The task:
Using the records below, find every line that includes "auto" and copy it.
<<<<
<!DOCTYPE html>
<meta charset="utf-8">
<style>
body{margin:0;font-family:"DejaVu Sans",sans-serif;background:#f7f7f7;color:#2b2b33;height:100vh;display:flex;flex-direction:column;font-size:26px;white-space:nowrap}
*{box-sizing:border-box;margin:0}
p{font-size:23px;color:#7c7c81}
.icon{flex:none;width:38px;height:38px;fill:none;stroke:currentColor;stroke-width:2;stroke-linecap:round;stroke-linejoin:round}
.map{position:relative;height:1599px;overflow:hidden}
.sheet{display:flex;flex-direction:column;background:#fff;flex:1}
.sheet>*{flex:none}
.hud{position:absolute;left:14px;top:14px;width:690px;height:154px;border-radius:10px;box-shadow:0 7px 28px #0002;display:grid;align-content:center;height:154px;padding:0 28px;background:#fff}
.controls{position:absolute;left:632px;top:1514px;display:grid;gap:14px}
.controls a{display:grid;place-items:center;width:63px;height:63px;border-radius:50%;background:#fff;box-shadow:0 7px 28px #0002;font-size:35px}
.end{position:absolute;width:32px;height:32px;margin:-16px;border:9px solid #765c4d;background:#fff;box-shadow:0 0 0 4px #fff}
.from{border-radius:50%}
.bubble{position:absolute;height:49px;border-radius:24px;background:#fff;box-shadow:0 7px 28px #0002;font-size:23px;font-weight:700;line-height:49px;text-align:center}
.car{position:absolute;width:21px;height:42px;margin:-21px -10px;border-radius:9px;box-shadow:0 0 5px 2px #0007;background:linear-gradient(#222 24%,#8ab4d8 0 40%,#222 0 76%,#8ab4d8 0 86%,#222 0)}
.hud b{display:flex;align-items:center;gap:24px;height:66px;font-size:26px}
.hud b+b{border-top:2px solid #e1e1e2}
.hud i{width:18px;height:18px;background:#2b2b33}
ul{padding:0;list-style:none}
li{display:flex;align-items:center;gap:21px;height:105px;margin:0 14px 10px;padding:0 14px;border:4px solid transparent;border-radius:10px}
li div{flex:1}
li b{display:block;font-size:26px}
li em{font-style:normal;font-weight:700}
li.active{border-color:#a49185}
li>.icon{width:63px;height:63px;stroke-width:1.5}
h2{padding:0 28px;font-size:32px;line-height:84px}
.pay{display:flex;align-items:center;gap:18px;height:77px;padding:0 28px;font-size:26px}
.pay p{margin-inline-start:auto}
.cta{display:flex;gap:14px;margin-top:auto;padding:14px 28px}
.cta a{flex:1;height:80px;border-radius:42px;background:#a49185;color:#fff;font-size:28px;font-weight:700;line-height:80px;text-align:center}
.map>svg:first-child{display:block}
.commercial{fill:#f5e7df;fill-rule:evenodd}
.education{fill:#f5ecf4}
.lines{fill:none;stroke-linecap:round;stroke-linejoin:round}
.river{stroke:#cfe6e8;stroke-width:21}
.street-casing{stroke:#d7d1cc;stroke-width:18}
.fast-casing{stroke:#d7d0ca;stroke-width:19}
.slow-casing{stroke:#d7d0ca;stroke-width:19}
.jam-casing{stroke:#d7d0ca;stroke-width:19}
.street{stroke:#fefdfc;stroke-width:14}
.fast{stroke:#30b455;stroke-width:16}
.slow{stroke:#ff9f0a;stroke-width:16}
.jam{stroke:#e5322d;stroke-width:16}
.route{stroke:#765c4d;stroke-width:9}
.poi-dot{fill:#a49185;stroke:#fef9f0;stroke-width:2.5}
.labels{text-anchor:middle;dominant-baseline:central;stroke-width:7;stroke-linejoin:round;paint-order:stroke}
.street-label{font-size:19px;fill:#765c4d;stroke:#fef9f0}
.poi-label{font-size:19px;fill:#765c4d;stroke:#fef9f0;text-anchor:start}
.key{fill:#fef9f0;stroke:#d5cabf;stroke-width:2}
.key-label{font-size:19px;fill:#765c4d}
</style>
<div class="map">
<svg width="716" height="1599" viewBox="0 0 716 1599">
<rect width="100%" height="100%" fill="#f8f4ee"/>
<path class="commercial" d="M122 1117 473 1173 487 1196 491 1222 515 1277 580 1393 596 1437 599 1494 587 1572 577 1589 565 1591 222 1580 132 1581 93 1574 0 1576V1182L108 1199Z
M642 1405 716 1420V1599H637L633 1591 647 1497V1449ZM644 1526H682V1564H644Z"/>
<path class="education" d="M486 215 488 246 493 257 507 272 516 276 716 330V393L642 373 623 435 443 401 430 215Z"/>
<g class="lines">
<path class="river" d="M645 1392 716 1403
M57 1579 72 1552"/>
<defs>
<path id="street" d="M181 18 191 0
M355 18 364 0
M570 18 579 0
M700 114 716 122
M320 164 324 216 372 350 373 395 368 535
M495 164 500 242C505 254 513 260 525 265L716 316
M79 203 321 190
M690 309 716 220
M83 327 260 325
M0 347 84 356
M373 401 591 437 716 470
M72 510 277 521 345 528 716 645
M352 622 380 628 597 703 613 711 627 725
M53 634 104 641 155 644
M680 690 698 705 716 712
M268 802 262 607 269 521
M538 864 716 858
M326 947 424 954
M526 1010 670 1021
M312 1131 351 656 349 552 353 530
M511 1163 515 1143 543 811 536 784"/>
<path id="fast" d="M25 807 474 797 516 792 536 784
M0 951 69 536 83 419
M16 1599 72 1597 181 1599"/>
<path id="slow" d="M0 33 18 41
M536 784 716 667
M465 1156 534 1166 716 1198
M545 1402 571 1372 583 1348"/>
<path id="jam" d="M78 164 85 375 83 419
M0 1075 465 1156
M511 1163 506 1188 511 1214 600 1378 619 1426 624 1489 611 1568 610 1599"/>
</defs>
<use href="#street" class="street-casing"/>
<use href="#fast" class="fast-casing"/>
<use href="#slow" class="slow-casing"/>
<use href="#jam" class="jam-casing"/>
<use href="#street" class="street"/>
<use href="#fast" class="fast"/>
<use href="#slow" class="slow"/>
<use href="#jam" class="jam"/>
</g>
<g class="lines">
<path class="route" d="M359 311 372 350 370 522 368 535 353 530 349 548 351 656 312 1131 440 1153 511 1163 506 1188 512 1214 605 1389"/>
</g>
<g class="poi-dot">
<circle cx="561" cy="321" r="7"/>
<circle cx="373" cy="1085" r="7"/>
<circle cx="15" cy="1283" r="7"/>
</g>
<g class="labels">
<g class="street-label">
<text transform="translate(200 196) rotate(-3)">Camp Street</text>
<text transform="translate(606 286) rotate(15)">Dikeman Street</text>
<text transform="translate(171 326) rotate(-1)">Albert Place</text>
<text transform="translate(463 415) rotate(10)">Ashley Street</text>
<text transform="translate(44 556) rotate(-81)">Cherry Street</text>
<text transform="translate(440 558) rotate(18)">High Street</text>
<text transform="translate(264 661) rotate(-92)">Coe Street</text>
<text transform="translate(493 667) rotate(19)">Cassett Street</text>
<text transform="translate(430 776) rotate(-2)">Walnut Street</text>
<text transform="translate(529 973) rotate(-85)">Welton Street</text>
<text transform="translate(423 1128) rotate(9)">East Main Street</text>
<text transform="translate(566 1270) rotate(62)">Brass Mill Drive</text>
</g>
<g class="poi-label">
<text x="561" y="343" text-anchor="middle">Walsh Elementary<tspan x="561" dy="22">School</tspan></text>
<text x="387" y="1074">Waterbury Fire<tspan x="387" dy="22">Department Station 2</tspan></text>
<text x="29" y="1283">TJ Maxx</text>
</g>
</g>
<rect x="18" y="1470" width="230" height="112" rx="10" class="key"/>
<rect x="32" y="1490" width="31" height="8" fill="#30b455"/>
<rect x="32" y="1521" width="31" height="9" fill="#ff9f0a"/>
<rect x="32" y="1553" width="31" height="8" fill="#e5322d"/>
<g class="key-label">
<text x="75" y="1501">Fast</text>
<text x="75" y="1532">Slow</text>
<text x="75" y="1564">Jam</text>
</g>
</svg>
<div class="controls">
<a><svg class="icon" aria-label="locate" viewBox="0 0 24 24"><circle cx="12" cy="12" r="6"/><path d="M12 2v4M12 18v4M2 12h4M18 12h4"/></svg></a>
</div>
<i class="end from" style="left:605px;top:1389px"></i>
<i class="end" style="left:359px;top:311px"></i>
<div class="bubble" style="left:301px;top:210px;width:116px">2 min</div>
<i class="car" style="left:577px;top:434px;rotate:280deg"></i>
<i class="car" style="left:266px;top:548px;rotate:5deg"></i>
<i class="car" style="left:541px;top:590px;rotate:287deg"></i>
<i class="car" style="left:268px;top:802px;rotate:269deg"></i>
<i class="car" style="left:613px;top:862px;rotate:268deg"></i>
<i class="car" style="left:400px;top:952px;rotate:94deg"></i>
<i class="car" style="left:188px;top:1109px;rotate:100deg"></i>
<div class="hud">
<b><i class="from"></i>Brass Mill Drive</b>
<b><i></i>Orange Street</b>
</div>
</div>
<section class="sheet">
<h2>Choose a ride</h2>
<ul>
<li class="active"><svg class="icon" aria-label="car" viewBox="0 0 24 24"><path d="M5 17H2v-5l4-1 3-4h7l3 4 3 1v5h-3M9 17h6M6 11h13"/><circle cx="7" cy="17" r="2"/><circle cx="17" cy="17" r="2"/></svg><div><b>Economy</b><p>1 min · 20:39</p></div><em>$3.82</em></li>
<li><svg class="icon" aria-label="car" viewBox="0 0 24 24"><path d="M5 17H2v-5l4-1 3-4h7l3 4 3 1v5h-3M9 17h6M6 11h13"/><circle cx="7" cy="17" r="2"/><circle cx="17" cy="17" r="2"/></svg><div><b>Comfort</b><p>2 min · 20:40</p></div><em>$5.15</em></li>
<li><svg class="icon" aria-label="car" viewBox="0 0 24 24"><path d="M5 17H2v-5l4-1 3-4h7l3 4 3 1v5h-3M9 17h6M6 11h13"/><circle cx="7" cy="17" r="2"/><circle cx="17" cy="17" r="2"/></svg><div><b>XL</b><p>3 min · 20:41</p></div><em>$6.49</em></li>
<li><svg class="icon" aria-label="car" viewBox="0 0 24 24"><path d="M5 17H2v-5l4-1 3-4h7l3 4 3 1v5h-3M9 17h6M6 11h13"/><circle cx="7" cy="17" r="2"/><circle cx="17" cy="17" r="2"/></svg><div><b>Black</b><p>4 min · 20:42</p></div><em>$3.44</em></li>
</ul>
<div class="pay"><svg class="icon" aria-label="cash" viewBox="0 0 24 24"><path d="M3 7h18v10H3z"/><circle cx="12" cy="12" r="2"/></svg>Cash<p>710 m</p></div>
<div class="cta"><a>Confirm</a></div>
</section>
>>>>
Response to this exercise:
.pay p{margin-inline-start:auto}
.cta{display:flex;gap:14px;margin-top:auto;padding:14px 28px}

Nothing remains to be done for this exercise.